In March 2009, Jay Solomon launched  More of Me to Love, an online community and marketplace targeted to overweight consumers. The site aims to help overweight people feel more comfortable and focuses on improving self-esteem.

“People of size are skewed in a shaming way,” says Solomon. “Fat is not a four-letter word.”

The website offers community boards, resources and specialty products like seat belt extenders as well as medical equipment and devices. Innovative add-ons to products accommodate special needs. For example, Solomon says motorized chairs can be customized with a gluteal shelf seat option with a curtain that provides room and shielding for fat at the bottom of the back.

Experts in nutrition, fitness and mental health also provide actionable wellness tips on the site.

“Health comes in every size,” Solomon says, challenging the societal assumption that fat people are always unhealthy.

“If you’re 400 pounds, you can’t do jumping jacks, but you can do aerobics with low impact.”

More Fashion Variety

While there have been major strides in the fashion world to include more average-sized models, up until recently, finding modern, fashionable clothes in plus sizes was a challenge.   

Web-based retailer ideeli started offering plus-size sales on name brands after its Facebook and Twitter fans began expressing a strong interest in seeing larger-sized options on the site.

Paul Hurley, ideeli’s CEO and cofounder, says the retailer’s foray into the plus-size market is a good testament to why it’s important to listen to your customers.

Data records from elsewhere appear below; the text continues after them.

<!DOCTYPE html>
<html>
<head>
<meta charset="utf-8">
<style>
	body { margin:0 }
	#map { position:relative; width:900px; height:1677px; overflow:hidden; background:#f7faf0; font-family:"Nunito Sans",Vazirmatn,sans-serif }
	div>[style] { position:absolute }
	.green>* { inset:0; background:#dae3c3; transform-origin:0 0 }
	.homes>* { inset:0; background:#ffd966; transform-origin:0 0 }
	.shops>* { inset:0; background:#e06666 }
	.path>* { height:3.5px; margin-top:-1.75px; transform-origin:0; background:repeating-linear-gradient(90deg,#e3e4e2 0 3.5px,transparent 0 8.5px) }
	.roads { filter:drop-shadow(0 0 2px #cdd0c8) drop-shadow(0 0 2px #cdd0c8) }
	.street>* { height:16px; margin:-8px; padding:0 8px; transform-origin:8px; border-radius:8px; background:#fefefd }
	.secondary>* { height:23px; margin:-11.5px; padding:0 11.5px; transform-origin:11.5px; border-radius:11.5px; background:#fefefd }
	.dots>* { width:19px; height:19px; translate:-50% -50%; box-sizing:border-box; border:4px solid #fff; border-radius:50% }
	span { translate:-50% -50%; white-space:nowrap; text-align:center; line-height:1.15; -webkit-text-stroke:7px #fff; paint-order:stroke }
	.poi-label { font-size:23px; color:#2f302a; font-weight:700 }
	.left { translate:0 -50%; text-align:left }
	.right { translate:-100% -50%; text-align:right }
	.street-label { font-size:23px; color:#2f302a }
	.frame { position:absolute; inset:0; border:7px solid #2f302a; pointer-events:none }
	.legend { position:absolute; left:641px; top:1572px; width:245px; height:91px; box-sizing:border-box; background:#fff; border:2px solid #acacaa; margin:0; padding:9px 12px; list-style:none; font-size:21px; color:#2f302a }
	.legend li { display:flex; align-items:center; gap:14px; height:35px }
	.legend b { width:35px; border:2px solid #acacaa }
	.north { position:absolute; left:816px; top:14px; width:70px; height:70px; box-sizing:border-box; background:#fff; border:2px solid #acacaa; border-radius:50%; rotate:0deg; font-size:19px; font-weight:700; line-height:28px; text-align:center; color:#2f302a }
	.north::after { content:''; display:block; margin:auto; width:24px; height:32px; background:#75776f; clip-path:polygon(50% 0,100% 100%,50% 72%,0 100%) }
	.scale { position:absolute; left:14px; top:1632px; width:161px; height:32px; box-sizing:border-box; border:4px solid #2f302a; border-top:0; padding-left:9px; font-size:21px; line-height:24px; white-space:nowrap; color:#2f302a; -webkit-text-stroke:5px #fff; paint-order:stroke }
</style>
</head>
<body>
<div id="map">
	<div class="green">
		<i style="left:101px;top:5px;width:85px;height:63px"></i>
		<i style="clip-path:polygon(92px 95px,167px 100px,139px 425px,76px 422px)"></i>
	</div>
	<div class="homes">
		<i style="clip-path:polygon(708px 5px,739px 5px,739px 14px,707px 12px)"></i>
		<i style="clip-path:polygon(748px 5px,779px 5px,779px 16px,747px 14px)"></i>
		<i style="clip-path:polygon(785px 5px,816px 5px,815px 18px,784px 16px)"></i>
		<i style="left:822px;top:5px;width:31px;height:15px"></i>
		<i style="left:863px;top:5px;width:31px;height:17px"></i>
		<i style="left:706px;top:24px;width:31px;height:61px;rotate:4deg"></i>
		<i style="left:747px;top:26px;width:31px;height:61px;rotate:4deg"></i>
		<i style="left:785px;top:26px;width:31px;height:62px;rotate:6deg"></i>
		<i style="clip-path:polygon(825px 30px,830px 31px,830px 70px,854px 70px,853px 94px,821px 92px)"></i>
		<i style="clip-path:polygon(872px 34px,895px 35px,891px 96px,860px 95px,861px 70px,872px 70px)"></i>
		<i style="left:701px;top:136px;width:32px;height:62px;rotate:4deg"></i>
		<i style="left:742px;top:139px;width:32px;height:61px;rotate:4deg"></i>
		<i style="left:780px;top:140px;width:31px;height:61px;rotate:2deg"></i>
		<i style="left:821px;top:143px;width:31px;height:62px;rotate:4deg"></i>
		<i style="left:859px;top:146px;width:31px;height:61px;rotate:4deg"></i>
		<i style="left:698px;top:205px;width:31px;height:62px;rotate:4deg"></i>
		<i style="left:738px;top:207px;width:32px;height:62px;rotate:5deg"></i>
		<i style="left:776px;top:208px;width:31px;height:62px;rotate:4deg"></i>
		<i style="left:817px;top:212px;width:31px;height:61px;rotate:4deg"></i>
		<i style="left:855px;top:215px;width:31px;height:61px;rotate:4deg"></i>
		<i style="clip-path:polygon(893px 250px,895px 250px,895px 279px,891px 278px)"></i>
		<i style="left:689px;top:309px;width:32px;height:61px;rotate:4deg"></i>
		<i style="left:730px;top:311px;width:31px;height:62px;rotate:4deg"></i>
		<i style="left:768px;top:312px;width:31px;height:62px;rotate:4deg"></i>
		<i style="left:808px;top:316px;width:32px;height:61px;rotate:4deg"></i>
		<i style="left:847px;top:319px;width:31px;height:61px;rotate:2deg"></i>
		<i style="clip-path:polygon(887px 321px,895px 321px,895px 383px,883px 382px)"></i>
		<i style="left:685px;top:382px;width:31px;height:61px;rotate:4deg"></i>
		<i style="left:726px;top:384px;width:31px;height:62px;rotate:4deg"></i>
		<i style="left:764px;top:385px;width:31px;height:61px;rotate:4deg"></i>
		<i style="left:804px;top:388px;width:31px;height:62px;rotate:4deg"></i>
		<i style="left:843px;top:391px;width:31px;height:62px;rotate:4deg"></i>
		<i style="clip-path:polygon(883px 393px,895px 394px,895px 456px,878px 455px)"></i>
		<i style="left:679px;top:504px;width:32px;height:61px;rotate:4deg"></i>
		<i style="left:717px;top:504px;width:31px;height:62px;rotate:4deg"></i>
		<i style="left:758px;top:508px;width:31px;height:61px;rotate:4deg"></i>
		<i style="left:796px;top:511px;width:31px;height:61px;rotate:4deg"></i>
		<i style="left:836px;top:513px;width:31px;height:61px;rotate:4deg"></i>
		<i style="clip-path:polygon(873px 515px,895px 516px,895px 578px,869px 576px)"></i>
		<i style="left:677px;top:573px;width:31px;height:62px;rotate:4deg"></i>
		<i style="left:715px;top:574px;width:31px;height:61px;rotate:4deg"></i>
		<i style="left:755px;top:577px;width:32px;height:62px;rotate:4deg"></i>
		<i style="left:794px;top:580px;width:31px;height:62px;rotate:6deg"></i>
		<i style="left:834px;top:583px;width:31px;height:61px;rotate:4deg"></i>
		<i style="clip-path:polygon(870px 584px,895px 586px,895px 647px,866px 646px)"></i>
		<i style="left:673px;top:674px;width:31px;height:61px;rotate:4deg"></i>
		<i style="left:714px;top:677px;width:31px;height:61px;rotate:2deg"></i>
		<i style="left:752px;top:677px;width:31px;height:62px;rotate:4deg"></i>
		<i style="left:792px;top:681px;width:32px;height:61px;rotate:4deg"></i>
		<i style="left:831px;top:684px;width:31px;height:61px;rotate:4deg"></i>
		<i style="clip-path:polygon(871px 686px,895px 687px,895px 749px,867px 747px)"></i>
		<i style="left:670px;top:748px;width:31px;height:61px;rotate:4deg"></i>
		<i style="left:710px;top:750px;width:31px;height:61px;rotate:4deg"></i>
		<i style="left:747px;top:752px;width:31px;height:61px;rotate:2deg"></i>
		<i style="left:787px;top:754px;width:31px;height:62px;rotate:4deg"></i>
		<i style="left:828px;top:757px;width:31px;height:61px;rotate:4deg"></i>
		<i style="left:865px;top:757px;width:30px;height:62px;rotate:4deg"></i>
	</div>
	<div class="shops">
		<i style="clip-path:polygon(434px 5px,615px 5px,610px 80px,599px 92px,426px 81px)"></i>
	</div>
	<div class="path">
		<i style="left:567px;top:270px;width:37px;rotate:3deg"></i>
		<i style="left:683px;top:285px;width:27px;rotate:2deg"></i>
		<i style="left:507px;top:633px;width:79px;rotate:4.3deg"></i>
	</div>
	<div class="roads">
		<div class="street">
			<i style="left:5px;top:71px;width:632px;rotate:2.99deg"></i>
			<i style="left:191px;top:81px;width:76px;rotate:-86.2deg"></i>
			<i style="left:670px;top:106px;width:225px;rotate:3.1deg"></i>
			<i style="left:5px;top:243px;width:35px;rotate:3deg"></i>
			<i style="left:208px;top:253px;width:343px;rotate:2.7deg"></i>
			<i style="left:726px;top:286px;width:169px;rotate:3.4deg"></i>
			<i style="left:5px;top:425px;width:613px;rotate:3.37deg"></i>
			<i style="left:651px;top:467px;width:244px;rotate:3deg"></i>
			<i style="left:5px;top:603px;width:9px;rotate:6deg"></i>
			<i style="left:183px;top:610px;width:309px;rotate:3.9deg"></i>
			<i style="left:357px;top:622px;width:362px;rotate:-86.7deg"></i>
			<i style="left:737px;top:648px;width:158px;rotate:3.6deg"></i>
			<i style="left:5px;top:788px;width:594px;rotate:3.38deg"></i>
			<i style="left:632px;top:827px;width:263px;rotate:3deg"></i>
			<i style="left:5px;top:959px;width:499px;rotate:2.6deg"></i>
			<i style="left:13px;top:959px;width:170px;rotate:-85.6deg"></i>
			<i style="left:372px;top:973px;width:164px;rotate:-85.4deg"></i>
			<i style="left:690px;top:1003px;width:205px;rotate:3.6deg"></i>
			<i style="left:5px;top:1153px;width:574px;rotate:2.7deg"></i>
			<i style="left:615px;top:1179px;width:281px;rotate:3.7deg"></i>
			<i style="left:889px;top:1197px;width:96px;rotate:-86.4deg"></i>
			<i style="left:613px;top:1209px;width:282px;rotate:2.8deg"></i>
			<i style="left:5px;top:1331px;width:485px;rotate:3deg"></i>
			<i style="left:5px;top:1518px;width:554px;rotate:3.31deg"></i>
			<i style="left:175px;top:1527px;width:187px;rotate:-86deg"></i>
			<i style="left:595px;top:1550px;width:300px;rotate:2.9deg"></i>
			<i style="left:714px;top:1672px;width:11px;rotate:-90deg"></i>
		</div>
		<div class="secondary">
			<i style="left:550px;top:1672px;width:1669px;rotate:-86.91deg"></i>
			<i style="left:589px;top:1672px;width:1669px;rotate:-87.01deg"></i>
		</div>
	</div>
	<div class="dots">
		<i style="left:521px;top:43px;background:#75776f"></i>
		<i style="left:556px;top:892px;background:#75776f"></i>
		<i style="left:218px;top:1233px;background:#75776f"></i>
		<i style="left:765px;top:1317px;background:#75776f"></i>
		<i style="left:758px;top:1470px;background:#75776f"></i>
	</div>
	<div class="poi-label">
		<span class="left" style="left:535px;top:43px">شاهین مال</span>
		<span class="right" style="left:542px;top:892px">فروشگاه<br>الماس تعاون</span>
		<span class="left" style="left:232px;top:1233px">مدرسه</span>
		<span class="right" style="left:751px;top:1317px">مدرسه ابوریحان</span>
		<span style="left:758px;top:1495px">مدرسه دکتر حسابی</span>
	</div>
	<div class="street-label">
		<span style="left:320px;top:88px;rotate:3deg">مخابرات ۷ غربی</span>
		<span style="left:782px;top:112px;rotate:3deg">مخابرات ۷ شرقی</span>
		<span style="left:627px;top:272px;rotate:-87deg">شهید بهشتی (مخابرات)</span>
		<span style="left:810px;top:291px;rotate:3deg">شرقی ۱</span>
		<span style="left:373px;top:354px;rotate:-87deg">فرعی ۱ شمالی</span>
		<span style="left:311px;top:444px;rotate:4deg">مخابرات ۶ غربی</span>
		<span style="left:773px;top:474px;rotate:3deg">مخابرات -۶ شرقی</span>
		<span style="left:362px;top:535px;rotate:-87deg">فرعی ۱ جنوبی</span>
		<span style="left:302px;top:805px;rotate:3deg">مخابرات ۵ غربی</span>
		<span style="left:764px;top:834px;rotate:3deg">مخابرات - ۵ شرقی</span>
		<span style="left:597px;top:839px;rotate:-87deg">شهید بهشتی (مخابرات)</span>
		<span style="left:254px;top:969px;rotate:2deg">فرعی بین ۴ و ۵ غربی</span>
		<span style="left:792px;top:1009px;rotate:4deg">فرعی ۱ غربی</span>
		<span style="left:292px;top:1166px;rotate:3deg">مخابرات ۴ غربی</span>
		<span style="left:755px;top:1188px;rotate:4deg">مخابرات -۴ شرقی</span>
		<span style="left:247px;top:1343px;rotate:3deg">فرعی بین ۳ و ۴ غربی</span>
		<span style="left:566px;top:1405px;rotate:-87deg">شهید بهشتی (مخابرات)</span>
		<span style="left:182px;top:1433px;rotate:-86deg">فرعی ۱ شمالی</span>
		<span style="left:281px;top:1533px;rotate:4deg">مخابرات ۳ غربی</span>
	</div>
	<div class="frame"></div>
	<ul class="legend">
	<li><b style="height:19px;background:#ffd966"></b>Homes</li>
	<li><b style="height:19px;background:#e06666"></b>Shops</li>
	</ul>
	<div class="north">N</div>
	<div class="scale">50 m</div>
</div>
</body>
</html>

Ideeli’s lines pull from more than 100 brands including Suzi Chin, Tahari, Arthur S. Levine, CJ by Cookie Johnson and Donna Ricco, and include lingerie, swim and office wear. 

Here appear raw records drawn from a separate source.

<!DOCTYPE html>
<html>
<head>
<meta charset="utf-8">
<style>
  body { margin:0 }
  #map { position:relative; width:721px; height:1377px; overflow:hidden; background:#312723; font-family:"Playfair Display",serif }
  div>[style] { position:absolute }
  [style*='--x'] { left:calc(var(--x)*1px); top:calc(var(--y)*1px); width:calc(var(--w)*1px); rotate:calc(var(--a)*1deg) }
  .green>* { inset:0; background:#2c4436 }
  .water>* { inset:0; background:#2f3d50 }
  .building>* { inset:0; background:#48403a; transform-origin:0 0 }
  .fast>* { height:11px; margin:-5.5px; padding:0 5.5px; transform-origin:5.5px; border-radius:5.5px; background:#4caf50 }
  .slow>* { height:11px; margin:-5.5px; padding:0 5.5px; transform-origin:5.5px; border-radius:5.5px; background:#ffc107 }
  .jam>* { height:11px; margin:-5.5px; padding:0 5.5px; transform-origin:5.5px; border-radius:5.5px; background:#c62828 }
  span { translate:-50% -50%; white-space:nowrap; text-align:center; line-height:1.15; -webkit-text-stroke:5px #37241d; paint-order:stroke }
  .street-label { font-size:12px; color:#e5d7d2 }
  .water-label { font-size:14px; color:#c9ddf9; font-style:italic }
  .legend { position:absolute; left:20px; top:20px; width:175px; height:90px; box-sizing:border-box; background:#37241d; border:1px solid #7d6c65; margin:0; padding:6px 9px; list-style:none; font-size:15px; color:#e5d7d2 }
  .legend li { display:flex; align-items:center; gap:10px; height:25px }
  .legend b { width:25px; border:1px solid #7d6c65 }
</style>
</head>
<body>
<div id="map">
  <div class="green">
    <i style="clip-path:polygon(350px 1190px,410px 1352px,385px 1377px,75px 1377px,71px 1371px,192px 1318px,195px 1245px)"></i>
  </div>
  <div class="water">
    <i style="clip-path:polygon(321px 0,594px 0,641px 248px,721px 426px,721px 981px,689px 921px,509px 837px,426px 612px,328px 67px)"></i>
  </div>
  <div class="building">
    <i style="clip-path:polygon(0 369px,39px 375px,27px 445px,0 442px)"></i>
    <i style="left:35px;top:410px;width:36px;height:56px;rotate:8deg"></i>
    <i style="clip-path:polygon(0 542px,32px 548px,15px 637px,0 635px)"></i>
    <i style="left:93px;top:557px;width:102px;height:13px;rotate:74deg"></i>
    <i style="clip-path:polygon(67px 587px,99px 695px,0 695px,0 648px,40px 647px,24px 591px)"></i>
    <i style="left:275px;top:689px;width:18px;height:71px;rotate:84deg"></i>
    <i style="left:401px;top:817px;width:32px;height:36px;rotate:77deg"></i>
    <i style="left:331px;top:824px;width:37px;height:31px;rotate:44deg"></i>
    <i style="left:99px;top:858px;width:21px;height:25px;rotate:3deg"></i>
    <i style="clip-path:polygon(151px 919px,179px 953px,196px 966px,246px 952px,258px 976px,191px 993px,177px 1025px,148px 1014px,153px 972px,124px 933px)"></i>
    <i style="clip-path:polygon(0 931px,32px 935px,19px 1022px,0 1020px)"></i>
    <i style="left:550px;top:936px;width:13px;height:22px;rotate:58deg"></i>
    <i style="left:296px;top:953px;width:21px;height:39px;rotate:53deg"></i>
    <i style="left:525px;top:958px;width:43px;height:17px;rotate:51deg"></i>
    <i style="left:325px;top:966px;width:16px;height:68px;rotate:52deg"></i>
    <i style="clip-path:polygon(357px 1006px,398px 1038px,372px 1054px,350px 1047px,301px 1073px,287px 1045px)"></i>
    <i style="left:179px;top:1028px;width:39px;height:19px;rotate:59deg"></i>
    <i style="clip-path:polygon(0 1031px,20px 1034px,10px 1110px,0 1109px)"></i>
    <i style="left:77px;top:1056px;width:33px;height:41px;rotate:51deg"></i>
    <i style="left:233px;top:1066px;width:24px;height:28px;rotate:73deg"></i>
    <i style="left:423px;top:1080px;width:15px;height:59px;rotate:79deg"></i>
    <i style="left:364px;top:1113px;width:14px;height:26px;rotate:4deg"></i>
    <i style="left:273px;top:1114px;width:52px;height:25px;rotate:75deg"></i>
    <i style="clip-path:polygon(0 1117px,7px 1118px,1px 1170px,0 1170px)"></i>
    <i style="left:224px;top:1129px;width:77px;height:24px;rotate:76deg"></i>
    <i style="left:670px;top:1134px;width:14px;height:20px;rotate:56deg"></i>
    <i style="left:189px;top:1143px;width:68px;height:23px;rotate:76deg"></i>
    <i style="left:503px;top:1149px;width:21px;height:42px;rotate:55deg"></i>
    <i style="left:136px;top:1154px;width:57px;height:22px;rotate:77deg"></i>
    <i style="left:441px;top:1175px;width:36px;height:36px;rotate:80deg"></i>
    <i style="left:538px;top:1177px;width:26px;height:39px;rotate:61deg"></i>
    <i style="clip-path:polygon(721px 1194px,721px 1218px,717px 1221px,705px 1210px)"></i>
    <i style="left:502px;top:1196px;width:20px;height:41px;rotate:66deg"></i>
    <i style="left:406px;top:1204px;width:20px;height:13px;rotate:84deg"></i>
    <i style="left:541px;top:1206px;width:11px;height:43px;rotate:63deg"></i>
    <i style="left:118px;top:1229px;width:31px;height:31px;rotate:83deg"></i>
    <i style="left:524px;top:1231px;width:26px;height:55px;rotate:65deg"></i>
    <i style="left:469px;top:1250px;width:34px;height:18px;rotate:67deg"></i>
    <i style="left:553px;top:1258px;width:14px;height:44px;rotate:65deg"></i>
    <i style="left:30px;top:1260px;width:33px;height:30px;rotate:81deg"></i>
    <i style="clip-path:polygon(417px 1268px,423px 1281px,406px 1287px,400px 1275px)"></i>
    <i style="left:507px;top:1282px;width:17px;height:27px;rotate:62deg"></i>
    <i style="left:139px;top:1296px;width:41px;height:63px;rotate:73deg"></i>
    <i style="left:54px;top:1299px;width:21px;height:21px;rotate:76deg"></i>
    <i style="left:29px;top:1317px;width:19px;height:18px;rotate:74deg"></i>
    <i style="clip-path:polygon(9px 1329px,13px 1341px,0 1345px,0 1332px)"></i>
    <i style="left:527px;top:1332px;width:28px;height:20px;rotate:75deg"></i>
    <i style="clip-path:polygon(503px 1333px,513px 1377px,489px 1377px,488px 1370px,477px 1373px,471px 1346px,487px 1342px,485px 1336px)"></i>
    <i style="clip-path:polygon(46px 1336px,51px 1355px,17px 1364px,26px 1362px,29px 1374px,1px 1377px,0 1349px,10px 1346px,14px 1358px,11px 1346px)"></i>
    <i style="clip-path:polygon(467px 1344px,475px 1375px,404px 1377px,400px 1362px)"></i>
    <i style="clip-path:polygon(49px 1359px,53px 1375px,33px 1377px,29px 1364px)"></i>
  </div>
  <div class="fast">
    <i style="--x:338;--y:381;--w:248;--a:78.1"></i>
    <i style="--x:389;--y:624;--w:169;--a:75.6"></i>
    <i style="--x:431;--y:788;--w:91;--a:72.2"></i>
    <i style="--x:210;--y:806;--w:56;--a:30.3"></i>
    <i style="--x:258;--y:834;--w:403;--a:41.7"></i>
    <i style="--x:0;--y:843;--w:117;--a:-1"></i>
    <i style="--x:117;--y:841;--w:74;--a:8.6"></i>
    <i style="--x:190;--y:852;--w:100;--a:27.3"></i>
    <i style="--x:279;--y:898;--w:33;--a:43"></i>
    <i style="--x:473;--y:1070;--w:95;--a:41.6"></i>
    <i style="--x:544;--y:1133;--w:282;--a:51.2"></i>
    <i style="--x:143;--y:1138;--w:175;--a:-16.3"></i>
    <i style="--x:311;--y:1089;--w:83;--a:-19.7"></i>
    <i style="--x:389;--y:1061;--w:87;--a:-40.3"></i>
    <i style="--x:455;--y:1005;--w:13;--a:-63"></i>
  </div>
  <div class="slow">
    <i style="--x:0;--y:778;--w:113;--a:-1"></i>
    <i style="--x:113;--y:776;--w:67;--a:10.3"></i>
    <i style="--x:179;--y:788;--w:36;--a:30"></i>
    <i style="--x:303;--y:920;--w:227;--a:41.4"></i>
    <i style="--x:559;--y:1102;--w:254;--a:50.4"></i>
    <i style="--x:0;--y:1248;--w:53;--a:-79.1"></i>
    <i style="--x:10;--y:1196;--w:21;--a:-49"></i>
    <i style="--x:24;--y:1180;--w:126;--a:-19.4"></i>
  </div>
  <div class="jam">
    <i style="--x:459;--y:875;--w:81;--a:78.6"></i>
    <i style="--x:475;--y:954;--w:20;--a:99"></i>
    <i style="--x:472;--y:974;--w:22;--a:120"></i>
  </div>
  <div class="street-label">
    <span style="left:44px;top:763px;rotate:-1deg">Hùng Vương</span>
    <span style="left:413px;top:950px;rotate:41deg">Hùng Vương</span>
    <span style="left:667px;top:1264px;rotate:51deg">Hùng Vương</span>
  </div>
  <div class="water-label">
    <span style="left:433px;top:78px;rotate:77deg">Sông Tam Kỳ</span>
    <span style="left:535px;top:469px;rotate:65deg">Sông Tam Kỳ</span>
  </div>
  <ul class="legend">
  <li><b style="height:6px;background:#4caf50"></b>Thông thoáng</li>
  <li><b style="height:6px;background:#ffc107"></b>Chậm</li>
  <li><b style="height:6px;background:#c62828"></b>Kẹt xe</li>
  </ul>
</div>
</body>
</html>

“We heard about our retail gap and got on it.”

Since ideeli’s November 2010 inaugural, weekly sales for plus sizes (which typically start at size 14 or 1x) have steadily increased.

Hurley did point out that many of the higher-end luxury brands typically overlook this market.  Ideeli’s lines pull from over 100 brands including Suzi Chin, Tahari, Arthur S. Levine, CJ by Cookie Johnson and Donna Ricco, and include lingerie, swim and office wear. 

“Our brands are great, but not so much luxury, or top-of-the-top. Those designers typically design for a slimmer silhouette.”

Still, Hurley, whose company is a sponsor for New York’s Fashion Week, says he is focused on his mission of bringing Soho to Main Street and takes pride in catering to an underserved market.

“It’s a good business, a growing business, a virtuous business… a combination of inspiration and gestalt, the excitement of the aesthetic—and an opportunity for our customers to express themselves wherever and whoever they are, knowing that fashion doesn’t stop at size six.”